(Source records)
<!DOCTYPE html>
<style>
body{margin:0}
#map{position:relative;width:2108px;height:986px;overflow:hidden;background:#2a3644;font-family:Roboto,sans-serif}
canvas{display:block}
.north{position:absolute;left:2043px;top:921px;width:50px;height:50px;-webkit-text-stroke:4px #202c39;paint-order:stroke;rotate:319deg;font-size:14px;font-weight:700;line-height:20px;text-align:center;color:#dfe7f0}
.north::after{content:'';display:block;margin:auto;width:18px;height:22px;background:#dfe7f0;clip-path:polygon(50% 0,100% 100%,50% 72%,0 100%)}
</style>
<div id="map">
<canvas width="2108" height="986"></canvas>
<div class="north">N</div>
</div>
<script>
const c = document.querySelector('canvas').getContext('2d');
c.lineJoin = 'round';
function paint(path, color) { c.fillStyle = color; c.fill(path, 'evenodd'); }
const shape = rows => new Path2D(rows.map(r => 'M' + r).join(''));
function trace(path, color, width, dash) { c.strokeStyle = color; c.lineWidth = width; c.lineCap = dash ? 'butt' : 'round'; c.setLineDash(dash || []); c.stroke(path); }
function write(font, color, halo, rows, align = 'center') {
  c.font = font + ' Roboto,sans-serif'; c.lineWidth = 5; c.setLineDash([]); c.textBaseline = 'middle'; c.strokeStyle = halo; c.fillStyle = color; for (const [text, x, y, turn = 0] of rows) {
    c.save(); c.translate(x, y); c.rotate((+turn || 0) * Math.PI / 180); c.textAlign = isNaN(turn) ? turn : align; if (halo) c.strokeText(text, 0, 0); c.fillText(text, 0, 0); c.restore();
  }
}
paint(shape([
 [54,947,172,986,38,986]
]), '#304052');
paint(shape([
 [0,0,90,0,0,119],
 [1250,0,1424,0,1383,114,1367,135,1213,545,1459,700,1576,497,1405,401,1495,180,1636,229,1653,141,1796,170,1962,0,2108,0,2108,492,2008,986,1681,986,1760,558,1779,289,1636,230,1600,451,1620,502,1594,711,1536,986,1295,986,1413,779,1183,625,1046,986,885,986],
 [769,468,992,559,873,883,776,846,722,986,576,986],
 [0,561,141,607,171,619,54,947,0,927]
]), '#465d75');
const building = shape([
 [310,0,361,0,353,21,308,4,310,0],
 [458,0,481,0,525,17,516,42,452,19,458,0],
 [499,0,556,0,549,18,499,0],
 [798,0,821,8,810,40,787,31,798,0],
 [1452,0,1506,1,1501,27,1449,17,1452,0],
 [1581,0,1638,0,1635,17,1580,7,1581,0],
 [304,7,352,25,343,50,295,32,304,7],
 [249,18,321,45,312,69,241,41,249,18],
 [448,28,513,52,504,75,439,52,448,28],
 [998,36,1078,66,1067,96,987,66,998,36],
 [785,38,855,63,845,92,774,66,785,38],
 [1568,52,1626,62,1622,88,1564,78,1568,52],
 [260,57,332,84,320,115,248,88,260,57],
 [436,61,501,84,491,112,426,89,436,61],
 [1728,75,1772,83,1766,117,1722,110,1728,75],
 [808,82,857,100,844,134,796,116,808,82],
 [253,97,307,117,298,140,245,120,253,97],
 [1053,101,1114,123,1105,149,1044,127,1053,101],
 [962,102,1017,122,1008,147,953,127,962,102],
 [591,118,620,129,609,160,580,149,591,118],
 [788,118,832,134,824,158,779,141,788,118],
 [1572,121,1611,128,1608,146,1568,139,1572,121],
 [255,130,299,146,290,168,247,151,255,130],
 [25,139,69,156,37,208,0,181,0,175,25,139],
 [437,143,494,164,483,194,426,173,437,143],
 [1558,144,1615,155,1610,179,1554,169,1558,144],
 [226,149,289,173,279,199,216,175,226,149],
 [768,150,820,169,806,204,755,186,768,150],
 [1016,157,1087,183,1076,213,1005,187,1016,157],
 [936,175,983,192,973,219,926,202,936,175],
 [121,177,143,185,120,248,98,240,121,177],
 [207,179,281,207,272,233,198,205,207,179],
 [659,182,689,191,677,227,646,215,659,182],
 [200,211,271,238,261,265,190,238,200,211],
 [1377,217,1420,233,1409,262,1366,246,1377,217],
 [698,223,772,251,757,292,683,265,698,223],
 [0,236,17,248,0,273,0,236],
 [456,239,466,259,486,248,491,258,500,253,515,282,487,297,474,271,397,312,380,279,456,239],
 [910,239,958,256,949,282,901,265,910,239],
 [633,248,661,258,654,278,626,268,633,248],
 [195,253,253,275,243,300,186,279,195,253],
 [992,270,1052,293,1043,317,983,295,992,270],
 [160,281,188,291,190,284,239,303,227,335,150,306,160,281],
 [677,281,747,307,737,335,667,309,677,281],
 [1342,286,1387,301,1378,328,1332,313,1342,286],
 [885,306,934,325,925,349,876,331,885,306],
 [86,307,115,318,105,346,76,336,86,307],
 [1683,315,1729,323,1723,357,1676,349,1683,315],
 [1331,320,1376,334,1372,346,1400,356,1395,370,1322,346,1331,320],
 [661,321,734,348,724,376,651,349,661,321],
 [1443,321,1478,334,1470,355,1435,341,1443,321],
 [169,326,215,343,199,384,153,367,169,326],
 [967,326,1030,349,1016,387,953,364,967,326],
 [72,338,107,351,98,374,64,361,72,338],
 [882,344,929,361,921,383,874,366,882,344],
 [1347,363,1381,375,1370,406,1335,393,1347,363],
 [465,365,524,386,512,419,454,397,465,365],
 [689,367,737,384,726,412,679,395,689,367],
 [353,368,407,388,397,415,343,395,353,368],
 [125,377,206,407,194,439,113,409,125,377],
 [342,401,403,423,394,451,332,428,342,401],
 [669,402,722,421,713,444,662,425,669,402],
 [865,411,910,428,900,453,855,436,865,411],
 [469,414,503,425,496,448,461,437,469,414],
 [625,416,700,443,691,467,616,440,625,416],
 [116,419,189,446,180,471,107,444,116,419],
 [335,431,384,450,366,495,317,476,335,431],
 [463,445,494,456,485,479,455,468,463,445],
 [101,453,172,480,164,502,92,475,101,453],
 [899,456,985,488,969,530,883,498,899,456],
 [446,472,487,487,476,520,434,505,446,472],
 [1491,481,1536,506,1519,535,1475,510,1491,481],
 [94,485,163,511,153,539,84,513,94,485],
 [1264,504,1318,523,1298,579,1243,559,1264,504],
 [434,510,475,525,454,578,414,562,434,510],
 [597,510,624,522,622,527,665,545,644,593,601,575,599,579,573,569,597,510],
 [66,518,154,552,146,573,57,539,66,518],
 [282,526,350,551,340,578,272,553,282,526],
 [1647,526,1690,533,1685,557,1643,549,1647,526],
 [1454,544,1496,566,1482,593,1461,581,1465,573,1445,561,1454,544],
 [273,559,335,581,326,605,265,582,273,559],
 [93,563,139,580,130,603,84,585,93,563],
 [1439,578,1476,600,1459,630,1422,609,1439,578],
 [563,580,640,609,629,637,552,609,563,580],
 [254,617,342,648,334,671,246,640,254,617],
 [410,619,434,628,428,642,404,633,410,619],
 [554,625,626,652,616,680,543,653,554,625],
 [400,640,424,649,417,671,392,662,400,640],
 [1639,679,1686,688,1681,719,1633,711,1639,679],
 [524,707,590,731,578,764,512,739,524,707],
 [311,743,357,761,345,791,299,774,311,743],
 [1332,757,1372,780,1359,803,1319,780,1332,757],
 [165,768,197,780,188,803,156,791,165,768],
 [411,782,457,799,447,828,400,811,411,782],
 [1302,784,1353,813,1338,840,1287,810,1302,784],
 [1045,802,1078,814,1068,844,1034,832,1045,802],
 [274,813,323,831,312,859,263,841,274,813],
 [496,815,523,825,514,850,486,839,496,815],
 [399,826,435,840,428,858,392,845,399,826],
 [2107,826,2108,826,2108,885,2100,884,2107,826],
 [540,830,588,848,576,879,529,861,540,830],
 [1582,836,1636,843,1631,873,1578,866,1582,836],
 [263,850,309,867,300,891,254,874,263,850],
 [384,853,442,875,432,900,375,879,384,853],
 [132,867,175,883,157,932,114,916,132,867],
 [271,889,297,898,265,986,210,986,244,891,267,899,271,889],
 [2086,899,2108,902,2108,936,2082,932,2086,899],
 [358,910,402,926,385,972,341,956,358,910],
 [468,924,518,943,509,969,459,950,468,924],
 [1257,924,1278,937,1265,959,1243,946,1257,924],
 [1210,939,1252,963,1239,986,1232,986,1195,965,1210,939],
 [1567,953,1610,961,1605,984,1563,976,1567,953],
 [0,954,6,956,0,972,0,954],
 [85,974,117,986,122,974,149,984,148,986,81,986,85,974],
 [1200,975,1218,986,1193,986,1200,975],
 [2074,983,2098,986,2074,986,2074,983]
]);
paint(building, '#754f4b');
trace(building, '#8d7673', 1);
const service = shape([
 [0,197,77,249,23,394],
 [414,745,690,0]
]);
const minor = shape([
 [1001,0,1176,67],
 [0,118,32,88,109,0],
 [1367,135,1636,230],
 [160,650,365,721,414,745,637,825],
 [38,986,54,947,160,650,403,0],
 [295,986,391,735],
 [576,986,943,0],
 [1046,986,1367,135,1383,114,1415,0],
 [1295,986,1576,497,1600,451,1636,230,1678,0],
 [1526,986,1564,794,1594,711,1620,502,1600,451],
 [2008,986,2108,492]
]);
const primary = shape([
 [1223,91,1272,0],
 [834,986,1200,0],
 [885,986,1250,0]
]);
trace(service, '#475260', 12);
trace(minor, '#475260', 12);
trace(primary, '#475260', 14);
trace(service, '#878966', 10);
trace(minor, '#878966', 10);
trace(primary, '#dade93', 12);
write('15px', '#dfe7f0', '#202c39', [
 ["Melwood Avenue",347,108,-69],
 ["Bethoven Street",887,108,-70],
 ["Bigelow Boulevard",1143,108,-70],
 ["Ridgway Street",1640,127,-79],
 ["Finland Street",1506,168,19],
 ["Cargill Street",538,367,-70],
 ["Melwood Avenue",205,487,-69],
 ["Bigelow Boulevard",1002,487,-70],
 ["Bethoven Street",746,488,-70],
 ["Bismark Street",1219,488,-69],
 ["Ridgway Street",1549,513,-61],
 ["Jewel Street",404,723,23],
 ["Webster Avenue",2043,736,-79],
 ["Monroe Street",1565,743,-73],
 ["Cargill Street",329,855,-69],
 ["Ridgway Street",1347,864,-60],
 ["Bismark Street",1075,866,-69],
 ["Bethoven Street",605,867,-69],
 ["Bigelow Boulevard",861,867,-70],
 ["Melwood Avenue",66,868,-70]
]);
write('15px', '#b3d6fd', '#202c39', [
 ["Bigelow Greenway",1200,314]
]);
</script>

What you are asked to do: Give a single number: the count of lines above that include the word "strokeStyle".

Response box: 2